Pamela Rendi-Wagners Ergebnis spricht für Letzteres. Drei Viertel der Delegierten wollten die 50-Jährige beim Parteitag am Samstag als SPÖ-Chefin wiederwählen, so wenige wie bei noch keinem Vorsitzenden ohne Gegenkandidaten zuvor. Damit genießt ausgerechnet die Prima inter Pares in der Führungsriege das geringste Vertrauen: Die anderen Kandidaten für das Bundesparteipräsidium schafften alle mehr als 80 Prozent.

"Uns ist die Lad’ runtergehängt", erzählt ein Wiener Genosse, der für den stummen Protest wenig Verständnis hat: Denn bei den Reden davor war nur vereinzelt Kritik ertönt.

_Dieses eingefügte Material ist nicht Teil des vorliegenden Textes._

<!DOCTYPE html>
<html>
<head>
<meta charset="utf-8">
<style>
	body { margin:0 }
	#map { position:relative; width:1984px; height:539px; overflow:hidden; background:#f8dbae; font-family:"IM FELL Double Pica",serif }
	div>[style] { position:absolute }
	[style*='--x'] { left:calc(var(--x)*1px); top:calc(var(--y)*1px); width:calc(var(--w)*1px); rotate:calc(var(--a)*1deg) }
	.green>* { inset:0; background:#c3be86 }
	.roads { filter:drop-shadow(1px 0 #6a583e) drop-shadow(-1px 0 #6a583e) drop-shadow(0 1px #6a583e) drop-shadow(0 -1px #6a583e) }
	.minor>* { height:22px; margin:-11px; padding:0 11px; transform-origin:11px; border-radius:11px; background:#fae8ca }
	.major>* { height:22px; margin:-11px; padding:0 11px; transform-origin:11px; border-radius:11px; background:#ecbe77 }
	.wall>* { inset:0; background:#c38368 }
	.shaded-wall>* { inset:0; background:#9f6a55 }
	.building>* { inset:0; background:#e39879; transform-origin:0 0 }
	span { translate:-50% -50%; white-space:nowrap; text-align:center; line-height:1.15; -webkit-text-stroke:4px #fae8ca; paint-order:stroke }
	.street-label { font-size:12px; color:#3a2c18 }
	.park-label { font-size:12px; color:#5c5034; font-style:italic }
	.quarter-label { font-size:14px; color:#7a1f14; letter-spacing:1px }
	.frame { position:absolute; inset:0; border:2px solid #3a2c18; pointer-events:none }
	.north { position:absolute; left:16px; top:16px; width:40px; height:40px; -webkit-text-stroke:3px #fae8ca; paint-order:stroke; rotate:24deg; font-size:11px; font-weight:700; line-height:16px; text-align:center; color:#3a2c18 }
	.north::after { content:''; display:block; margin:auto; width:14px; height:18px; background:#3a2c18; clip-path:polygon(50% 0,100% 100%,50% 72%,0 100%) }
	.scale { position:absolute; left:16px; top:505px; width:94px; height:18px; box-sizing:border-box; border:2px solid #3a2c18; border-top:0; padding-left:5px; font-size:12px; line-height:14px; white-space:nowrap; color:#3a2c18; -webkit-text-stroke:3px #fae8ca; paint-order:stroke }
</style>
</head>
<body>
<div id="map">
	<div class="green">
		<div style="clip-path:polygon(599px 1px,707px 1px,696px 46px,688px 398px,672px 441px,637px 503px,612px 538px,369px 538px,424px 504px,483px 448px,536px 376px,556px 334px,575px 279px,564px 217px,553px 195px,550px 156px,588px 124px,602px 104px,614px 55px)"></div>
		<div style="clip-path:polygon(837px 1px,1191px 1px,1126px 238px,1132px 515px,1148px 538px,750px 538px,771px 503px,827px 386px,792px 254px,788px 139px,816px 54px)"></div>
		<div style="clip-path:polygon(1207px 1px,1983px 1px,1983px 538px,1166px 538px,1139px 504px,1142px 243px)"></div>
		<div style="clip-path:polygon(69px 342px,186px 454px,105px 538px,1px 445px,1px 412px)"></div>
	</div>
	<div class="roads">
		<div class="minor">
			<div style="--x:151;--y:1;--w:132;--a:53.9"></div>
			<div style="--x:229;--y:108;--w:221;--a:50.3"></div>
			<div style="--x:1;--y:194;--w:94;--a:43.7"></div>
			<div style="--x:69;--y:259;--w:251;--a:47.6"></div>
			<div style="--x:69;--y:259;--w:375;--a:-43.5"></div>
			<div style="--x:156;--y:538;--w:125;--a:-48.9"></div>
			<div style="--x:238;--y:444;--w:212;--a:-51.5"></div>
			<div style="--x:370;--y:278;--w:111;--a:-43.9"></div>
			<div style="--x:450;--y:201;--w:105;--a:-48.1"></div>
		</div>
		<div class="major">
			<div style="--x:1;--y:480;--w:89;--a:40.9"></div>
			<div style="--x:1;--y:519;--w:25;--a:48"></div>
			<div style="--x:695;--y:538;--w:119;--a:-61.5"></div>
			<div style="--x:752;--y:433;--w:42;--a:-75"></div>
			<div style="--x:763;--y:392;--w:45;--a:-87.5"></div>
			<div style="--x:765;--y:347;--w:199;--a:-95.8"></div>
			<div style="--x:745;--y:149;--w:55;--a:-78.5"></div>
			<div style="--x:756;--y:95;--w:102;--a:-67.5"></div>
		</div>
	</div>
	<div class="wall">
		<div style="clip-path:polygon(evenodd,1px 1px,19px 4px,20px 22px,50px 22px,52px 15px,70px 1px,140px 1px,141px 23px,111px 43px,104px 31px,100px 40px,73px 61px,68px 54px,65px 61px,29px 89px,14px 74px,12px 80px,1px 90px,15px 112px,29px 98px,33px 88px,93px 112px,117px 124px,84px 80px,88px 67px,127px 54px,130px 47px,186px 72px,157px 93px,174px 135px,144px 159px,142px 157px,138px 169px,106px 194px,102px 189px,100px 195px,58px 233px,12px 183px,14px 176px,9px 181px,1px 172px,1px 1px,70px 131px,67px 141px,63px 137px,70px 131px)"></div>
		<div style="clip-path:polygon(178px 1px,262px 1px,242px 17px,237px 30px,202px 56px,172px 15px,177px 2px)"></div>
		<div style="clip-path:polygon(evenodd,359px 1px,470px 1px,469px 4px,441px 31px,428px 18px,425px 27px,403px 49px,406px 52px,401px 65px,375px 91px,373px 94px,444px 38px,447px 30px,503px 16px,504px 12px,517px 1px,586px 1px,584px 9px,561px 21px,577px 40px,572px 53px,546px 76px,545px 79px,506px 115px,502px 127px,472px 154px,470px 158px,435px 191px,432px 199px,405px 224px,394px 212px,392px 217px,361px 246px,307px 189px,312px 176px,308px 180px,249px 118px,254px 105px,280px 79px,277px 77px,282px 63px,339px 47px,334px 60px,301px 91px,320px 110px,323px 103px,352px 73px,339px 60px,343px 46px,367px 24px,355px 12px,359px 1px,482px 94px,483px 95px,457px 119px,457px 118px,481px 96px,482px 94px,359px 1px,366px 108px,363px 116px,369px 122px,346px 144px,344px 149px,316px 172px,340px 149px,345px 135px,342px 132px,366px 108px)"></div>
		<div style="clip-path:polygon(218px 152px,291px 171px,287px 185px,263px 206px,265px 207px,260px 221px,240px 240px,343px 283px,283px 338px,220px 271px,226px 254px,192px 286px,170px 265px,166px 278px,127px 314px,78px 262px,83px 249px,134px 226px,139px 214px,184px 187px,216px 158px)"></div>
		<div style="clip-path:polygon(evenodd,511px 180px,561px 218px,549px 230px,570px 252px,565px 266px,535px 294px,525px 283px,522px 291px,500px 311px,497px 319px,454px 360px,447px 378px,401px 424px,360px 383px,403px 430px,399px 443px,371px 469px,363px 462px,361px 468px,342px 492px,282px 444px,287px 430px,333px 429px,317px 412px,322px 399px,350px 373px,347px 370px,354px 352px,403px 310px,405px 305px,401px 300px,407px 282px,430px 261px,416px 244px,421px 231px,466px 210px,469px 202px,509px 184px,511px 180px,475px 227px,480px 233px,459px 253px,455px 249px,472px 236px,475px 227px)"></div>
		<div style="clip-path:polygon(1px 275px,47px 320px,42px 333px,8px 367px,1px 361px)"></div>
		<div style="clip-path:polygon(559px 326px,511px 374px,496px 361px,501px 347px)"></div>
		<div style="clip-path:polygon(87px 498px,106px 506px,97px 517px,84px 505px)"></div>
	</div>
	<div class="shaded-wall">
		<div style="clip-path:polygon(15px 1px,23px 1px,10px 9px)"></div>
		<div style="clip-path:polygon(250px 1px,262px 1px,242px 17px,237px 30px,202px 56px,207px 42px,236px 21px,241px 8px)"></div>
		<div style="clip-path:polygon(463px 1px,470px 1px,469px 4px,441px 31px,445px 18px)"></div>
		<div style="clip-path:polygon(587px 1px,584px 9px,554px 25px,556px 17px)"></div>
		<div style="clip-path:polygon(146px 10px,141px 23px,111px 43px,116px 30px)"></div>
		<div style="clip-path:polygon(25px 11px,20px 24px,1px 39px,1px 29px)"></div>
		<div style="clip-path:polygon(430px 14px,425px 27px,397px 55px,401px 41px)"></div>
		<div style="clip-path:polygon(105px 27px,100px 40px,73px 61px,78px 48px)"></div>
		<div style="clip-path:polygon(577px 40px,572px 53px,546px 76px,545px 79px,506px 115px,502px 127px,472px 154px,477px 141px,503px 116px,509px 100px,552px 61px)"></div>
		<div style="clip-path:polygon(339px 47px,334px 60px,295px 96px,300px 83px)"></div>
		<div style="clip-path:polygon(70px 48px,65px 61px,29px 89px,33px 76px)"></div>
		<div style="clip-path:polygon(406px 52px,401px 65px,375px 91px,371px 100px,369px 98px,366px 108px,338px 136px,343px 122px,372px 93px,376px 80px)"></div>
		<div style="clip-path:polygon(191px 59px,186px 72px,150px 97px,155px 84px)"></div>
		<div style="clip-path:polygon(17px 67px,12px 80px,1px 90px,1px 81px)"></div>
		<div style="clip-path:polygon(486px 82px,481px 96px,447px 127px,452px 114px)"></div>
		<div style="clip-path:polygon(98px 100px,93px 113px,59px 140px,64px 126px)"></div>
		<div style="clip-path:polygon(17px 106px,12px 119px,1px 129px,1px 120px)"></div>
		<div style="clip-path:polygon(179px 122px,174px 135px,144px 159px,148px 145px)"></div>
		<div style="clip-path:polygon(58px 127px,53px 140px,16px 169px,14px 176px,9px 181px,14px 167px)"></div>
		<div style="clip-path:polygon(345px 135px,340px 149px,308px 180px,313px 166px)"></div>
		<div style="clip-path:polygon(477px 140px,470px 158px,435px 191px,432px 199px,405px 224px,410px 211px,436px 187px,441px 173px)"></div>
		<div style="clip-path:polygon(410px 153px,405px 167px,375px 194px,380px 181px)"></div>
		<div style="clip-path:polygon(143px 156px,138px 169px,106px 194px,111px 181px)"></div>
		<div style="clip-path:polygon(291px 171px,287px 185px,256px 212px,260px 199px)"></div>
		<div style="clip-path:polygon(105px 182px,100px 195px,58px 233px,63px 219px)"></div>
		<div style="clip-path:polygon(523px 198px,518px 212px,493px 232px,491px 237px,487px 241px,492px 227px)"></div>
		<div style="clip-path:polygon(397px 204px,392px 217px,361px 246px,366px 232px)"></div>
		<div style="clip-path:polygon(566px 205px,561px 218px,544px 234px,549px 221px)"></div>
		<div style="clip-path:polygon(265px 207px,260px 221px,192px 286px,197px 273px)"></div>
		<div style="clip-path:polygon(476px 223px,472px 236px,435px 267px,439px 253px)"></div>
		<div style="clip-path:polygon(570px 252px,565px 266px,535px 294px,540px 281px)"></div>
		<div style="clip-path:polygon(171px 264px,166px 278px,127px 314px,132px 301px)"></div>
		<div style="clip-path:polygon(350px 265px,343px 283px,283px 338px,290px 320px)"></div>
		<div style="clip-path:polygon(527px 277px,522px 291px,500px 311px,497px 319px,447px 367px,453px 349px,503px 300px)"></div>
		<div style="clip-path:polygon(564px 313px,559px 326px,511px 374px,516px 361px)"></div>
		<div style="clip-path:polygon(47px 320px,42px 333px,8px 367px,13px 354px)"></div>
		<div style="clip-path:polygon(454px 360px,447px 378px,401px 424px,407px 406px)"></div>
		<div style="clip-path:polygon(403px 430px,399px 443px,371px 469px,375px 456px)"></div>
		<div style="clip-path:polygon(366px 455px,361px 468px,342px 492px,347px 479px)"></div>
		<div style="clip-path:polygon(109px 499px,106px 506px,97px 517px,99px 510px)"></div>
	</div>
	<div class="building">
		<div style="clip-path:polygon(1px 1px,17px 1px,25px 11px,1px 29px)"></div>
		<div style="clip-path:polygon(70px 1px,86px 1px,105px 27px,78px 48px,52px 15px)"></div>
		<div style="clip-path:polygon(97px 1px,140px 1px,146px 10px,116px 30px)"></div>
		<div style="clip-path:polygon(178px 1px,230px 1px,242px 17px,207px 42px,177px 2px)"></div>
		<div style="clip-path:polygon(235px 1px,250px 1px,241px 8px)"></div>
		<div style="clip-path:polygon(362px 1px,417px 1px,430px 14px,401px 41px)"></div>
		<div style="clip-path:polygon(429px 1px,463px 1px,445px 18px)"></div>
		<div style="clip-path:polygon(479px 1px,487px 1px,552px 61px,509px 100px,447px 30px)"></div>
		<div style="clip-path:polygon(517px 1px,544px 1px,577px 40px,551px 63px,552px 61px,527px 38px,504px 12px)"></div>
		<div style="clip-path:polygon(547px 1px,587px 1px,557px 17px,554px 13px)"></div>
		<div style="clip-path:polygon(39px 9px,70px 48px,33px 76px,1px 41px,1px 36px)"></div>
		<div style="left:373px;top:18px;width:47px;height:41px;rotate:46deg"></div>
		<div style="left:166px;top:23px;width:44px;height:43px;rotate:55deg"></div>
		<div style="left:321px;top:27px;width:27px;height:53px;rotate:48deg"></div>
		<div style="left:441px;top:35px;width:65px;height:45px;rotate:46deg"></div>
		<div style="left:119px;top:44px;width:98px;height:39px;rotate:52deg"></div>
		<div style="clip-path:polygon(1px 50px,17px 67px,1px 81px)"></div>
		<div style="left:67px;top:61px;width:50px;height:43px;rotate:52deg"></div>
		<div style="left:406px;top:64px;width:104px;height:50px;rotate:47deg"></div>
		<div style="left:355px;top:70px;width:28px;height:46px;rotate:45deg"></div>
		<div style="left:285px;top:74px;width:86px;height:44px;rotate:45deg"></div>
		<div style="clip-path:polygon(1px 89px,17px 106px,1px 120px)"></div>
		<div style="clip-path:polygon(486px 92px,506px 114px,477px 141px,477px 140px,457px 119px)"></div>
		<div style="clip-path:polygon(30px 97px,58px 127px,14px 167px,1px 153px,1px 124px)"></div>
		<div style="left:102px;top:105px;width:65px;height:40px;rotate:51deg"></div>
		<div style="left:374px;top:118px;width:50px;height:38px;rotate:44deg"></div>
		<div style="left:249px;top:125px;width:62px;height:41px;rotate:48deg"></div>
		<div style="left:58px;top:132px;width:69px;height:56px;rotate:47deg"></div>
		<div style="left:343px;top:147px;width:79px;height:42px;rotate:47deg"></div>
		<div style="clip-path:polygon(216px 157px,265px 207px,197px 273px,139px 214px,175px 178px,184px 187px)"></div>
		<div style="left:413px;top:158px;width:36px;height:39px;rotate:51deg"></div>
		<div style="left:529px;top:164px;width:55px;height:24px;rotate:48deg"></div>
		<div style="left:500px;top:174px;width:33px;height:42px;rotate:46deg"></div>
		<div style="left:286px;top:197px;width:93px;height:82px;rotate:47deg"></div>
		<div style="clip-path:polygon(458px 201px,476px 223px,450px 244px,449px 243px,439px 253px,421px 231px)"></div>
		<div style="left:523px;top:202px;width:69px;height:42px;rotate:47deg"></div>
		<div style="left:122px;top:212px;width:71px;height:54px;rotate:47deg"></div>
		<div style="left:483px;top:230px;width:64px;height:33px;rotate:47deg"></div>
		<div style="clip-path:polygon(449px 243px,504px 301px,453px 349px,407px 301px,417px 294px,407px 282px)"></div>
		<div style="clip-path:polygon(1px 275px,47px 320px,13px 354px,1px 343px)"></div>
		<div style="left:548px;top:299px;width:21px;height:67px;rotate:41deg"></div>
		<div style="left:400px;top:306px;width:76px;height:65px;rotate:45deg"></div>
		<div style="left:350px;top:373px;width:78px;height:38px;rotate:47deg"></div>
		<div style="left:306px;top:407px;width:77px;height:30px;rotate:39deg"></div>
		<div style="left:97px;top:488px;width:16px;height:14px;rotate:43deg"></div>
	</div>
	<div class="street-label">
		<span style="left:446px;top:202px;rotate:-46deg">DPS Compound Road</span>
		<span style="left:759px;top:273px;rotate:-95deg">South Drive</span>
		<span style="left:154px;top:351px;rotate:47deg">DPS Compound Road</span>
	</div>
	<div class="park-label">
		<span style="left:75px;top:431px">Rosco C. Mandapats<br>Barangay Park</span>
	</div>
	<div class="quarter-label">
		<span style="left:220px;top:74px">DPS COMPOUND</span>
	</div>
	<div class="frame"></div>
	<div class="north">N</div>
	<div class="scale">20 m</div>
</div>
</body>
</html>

Trotz schützender Hand des Bürgermeisters

Dabei schien alles für einen Freudentag angerichtet. Rendi-Wagner hatte sich angesichts gestiegener Umfragewerte gelassen gegeben. Auf Bundesländertour schenkte sie den Genossen ihr Ohr, Wiens einflussreicher Bürgermeister Michael Ludwig und andere Länderchefs warben für die Titelverteidigerin.

"Das ist ein katastrophales Ergebnis", sagt ein erfahrener Funktionär, der für die Chefin gestimmt hat. Man müsse ja mit einkalkulieren, dass zwei Landesgruppen, in denen es genauso Skeptiker gibt, wohl aus Parteiräson diszipliniert für Rendi-Wagner gestimmt hätten: die Oberösterreicher, weil sie vor ihrer Landtagswahl keinen Aufruhr wollen, und die Wiener, weil Ludwig den Weg vorgegeben hat. "Wenn der Bürgermeister die schützende Hand wegnimmt", glaubt der Delegierte, "muss sie um die Mehrheit bangen."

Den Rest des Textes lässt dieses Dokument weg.